Is there any glmmTMB package for Julia?

Juan · January 21, 2019, 12:51pm

I’m trying to fit mixed-effect models to large dataset.
R’s lme4 is very slow and can’t deal with more than 50000 rows on my computer. The amount of memory seems to increase with the cube of the number of rows.
Julia’s Mixedmodels is approximatelly 5 times faster but has the same limit.

There are other R’s packages that sometimes can deal with much larger datasets. For example mgcv but it only works well if you have few levels of the random variable.

The other package I’ve found is glmmTMB (Generalized linear mixed models with various extensions, including zero-inflation. ), I’m trying but for now I’ve got to fit the model with 400000 rows, though it took 850 seconds. I think it will be able to fit larger problems.

Is there any “Template Model Builder” package for Julia? I guess it would be faster than its R counterpart.

Tamas_Papp · January 21, 2019, 12:57pm

Can you describe the concrete model (the forum supports LaTeX), and your data dimensions (is 400k rows the target, or was that just an experiment)?

Juan · January 21, 2019, 3:49pm

When I wrote he message I got to fit the model with 400000 rows, I’m trying with increasingly more rows and different packages, now I’ve tried again and got to do it with 1.5 million rows (needed 1 hour computation on a computer with 16GB RAM) with glmmTMB. If I try with lme4 and Mixedmodels.jl they just crash even with much smaller problems.

My whole problem has information (from hospitals) of 4 million people through 15 years, repeated measures.
When I reshape the data to long format I get a table with around 60 million row (if I just keep one measure per year).

I want to fit several models, some linear, some logistic, such as
(binaryoutcome ~ age + weight + year + sex + treatment1 + treatment2 + race + (1|ID) + (1|hospital), family=bernoulli)
or maybe a little bit more complex and with some interactions or even nesting the random effects.

I’ve found the main problem is the (1|ID) term because ID has too many levels.

I know I can try different tricks to simplify things but I’d also like to get the results of the whole model in order to compare it.
And of course I have already standarized the x variables, otherwise it never converges.

nilshg · January 21, 2019, 4:55pm

Sorry if this is slightly off-topic, but given that you’ve been asking quite a few similar questions over the past weeks - have you considered running your models on random samples?

Looking e.g. at the NHS England resource allocation formula, which uses data on 55 million people over 3-5 years, and fits similar models (albeit often with lots more covariates) they seem to get by perfectly fine on a small random sample - you might want to think about just sampling as much as your hardware can handle in a reasonable amount of time?

Juan · January 21, 2019, 6:02pm

Yes, this is one of the things I want to do, and I want to compare the results to the results obtained by using the whole dataset.

Tamas_Papp · January 21, 2019, 6:02pm

Written in this form, I think your main problem is the very weak or non-existent identification of ID (given that the majority of people die at most once).

pdeffebach · January 21, 2019, 6:07pm

Have you tried OLS? The assymptotic properties of the t-statistics are broadly similar.
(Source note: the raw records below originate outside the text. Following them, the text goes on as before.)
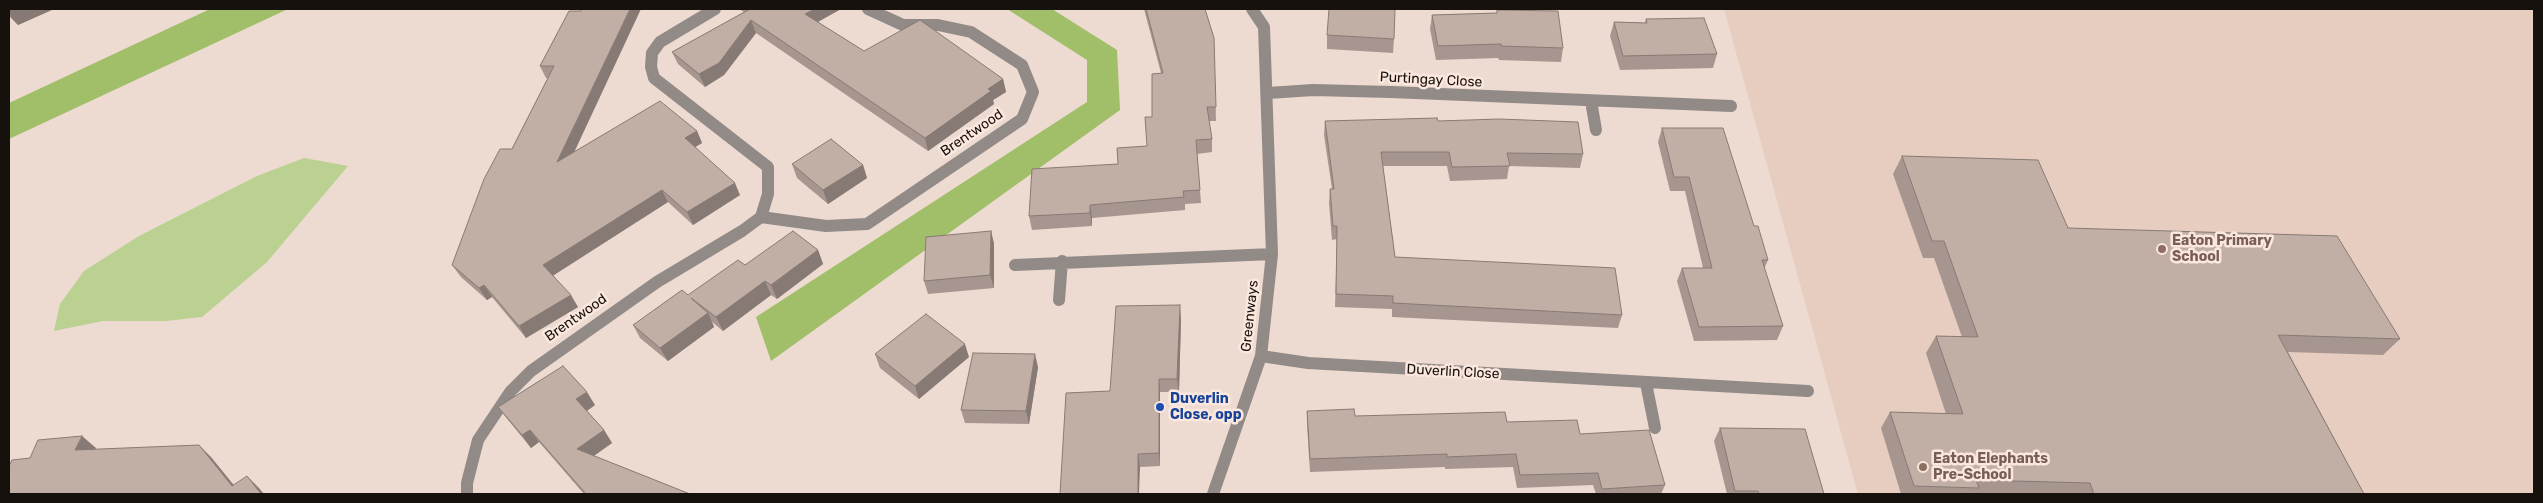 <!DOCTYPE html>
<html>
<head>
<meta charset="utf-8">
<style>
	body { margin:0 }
	#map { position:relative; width:2543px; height:503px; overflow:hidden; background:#eddad0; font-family:Rubik,sans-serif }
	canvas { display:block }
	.frame { position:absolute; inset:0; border:10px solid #17110d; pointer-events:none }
</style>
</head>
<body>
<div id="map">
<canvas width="2543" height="503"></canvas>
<div class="frame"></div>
</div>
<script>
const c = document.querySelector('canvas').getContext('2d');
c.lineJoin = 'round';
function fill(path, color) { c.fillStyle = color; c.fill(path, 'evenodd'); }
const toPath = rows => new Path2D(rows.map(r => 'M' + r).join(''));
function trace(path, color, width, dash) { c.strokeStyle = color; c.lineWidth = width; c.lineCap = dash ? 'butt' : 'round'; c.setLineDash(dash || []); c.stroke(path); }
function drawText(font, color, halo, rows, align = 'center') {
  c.font = font + ' Rubik,sans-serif'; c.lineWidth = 5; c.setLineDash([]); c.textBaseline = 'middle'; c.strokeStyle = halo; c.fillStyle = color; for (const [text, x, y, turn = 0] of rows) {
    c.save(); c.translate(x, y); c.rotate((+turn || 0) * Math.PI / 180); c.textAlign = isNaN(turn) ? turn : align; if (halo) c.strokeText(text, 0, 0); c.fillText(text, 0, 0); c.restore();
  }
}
const built = toPath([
	[1724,9,2534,9,2534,494,1858,494]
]);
const green = toPath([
	[304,158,348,166,267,262,202,317,166,321,103,321,54,331,60,304,84,271,139,236,257,176]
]);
const forest = toPath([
	[210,9,288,9,9,139,9,103],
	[1007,9,1052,9,1117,50,1120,110,771,361,756,317,1087,102,1087,60]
]);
const minor = toPath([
	[715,9,660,42,652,53,651,67,654,78,768,167,768,194,761,217,826,226,867,224,1022,119,1033,92,1022,65,971,32,938,25,903,25,868,9],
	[1268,93,1313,90,1391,92,1731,106],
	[1591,101,1596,130],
	[1015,265,1272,254],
	[1059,300,1062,261],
	[1261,356,1308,363,1808,391],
	[1646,383,1655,428],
	[467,494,467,483,478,440,510,392,531,371,657,282,742,231,761,217],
	[1213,494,1261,356,1272,254,1264,27,1252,9]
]);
const wall = toPath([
	[9,9,54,9,18,25,9,16],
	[739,9,841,9,817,22,864,51,1003,79,1006,92,993,100,994,104,928,151,756,33,724,75,705,87,678,64,672,52,744,12],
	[1144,9,1205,9,1214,38,1216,121,1209,121,1212,139,1212,152,1197,154,1201,203,1185,204,1185,210,1092,218,1092,226,1032,230,1029,216,1118,164,1147,146,1152,117,1161,73],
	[1497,10,1563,48,1561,62,1499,60,1498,58,1436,60,1430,29,1432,15,1497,13],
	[569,11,574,152,697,131,702,143,695,147,740,195,693,225,668,202,553,275,578,307,526,338,492,297,487,300,461,277,452,265,548,78,546,78,540,66],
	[1646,19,1717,54,1713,68,1620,70,1610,36,1614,22,1645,23],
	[1327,35,1394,39,1393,53,1327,49],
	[1325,121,1438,121,1583,154,1580,168,1509,166,1507,179,1450,181,1447,166,1383,166,1395,257,1622,315,1618,328,1392,317,1392,309,1335,307,1337,239,1332,240,1329,203,1330,189,1332,189,1324,135],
	[1662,128,1754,226,1768,260,1764,269,1783,326,1777,340,1694,341,1677,281,1682,268,1703,268,1685,191,1670,191,1658,142],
	[1902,156,2068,228,2400,339,2383,355,2288,352,2364,494,1901,494,1881,428,1890,412,1946,414,1926,353,1936,336,1962,337,1934,258,1923,258,1893,174],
	[792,164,863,165,867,178,828,204,797,178],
	[991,231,994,244,994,288,928,294,924,281],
	[818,250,823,264,777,299,771,295,723,331,712,322,714,327,668,361,640,338,633,325,745,265],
	[1181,319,1179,392,1160,392,1160,466,1140,467,1110,391],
	[875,354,969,357,919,399,880,368],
	[1038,367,1029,424,965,423,961,410],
	[595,405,587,411,604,430,612,443,594,456,690,494,584,494,539,442,531,448,508,420,498,407],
	[1307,411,1355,416,1507,422,1580,434,1665,485,1661,494,1596,494,1593,485,1517,488,1513,467,1445,469,1445,467,1310,472,1307,424],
	[1720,428,1824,494,1727,494,1714,441]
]);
const shadedWall = toPath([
	[12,9,54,9,18,25,9,15,9,10],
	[630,9,641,9,564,174,557,162],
	[815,9,841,9,809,27,805,14],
	[751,20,756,33,724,75,705,87,699,74],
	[1003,79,1006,92,993,100,994,104,928,151,925,138,988,89],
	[697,131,702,143,690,150,685,138],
	[863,165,867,178,828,204,823,190],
	[735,183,740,195,693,225,687,212],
	[662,190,668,202,551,277,543,265],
	[1090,205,1092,218,1092,226,1090,213],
	[991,231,994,244,994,288,990,275],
	[818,250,823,264,777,299,771,285],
	[765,281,771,295,723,331,716,317],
	[484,285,492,297,487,300,479,288],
	[571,295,578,307,526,338,519,326],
	[1180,305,1181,319,1179,392,1177,379],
	[708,313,714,327,668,361,660,348],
	[965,344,969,357,919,399,915,386],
	[1035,354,1038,367,1029,424,1026,411],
	[1159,379,1160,392,1160,466,1159,453],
	[587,392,595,405,585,412,576,399],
	[530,430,539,442,531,448,522,435],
	[604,430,612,443,586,461,577,449],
	[82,436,96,448,89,462,75,450],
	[199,445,211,457,241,494,232,486],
	[1138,454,1140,467,1139,494,1138,494],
	[247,476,259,488,264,494,261,494]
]);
const building = toPath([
	[582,9,630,9,557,162,660,101,697,131,685,138,735,183,687,212,662,190,543,265,571,295,519,326,484,285,479,288,452,265,484,179,500,149,512,149,554,66,540,66,569,11,581,11,582,9],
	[750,9,815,9,805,14,864,51,920,20,1003,79,988,89,991,91,925,138,751,20,719,63,699,74,672,52,750,9],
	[1146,9,1205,9,1214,38,1216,107,1207,107,1212,139,1196,140,1200,190,1183,191,1184,197,1090,205,1090,213,1029,216,1032,169,1118,164,1117,148,1147,146,1145,117,1152,117,1152,74,1163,73,1146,9],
	[1329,9,1395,9,1394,39,1327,35,1329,9],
	[1497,10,1558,11,1563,48,1501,46,1501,44,1438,46,1432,15,1497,13,1497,10],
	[1704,18,1717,54,1623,56,1614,22,1647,23,1646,19,1704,18],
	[1437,118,1438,121,1499,119,1578,122,1583,154,1507,153,1510,166,1452,167,1449,152,1381,152,1395,257,1615,268,1622,315,1393,303,1393,296,1336,294,1337,226,1333,226,1330,189,1334,189,1325,121,1437,118],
	[1662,128,1723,128,1754,226,1758,226,1768,260,1762,260,1783,326,1699,327,1682,268,1712,268,1689,177,1674,177,1662,128],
	[831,139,863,165,823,190,792,164,831,139],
	[1902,156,2038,160,2068,228,2337,236,2400,339,2278,335,2364,494,2094,494,2090,483,1976,480,1979,488,1914,486,1890,412,1963,414,1936,336,1978,337,1944,241,1932,241,1902,156],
	[793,231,818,250,771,285,765,281,716,317,691,298,708,313,660,348,633,325,682,290,688,295,738,260,745,265,793,231],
	[991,231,990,275,924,281,926,237,991,231],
	[1180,305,1177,379,1159,379,1159,453,1138,454,1138,494,1060,494,1066,393,1110,391,1116,306,1180,305],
	[926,314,965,344,915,386,875,354,926,314],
	[973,353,1035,354,1026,411,961,410,973,353],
	[563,366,587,392,576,399,604,430,577,449,690,494,586,494,530,430,522,435,498,407,563,366],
	[1354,409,1355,416,1505,412,1507,422,1577,420,1580,434,1649,430,1665,485,1602,489,1598,473,1520,475,1516,454,1447,457,1447,454,1310,459,1307,411,1354,409],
	[1720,428,1805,429,1824,494,1759,494,1758,491,1735,491,1720,428],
	[82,436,75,450,199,445,232,486,247,476,261,494,9,494,9,466,12,460,30,458,38,440,82,436]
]);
const markers = [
	[2162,249,5,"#8d6e63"],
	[1160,407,5,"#1a4fb4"],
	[1923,467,5,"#8d6e63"]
];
const streetNames = [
	["Purtingay Close",1431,80,3],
	["Brentwood",972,133,-34],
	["Greenways",1250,316,-84],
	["Brentwood",576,318,-35],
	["Duverlin Close",1453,372,3]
];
const educationNames = [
	["Eaton Primary",2172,241],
	["School",2172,257],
	["Eaton Elephants",1933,459],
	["Pre-School",1933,475]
];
const transitNames = [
	["Duverlin",1170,399],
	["Close, opp",1170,415]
];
fill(built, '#e7cdbf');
fill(green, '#bad192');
fill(forest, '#a1be68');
trace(minor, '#928a87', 12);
fill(wall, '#a6968f');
fill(shadedWall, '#877a74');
fill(building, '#c1afa6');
trace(building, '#877a74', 1);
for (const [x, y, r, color] of markers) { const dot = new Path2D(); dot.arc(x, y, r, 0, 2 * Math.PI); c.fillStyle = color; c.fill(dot); trace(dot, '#fbe7dd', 2); }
drawText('14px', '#17110d', '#fbe7dd', streetNames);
drawText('bold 14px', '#785e54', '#fbe7dd', educationNames, 'left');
drawText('bold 14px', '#164399', '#fbe7dd', transitNames, 'left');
</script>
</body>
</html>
Plus you get the easy benefit of interpretable coefficients.

You should try fixedeffectmodels.jl which claims to have something similar to Stata’s reghdfe.

jkbest2 · January 21, 2019, 8:09pm

To address the original question, there isn’t anything equivalent to TMB in Julia yet. For those who aren’t familiar, TMB (https://arxiv.org/pdf/1509.00660.pdf; GitHub - kaskr/adcomp: AD computation with Template Model Builder (TMB)) is a software package that fits statistical models, typically using maximum likelihood (MCMC is also available). You write your model as a templated C++ function that returns a log-likelihood (log-posterior density if you’re Bayesian). in that sense, it is similar in spirit to @Tamas_Papp’s DynamicHMC.jl. TMB uses the CppAD package to take derivatives and can integrate out arbitrary sets of parameters (typically any random effects) using the Laplace approximation. The primary interface is through R. This function is then maximized, typically using R’s optim or similar. glmmTMB defines a few common models.

We have many of the pieces in place to do something similar in Julia. Distributions.jl defines most of the probability density functions you could ever want, Optim.jl has a robust set of optimization algorithms, including those that can use gradient and Hessian information. I’m not quite sure what the higher-order autodiff story is at this point. TMB uses up to third derivatives to get gradients of the Laplace-approximated expected densities. I think the biggest missing piece at this point is a package for doing Laplace approximations.

ohadle · January 21, 2019, 9:49pm

Going further in the direction of subsampling, I’d suggest plotting a “learning curve”, or some model convergence metric vs. the number of samples in a dataset you can easily fit. This would address the question “how much data does my model need?”, and whether more data is expected to help.
As someone who works with large medical data, I’d be surprised if your current numbers aren’t more than enough for the model you described, or even much, much more complex ones.

Though that TMB idea does sound pretty cool.

Juan · January 21, 2019, 11:15pm

I was doing that MixedModels.jl and lme4 can’t deal with that amount of data.

Sumbsampling sounds nice but sometimes it doesn’t work: when some combinations of the predictive variables happen very rarely.

Juan · January 21, 2019, 11:19pm

All right, I told death but I meant any binary outcome.

Tamas_Papp · January 22, 2019, 6:37am

From the paper it looks like they use CppAD and optimize for sparsity in the AD graph, which is a neat trick, but I am not aware of any explicit support for this in Julia’s AD packages.

I am curious about the accuracy of Laplace approximations, it is a pity that they only compare to another package using the same methodology.

jkbest2 · January 22, 2019, 3:25pm

Yeah, I think the sparsity optimization is key for performance.

There is a comparison of random effects estimated via the Laplace approximation vs. MCMC in this paper.

Juan · January 22, 2019, 3:42pm

Will this be integrated on MixedModels.jl?

jkbest2 · January 22, 2019, 5:27pm

That’s probably unlikely; these techniques are general and would fit better in a dedicated package. I also don’t think that MixedModels.jl depends on any autodiff packages, so this would be a large change with limited payoff.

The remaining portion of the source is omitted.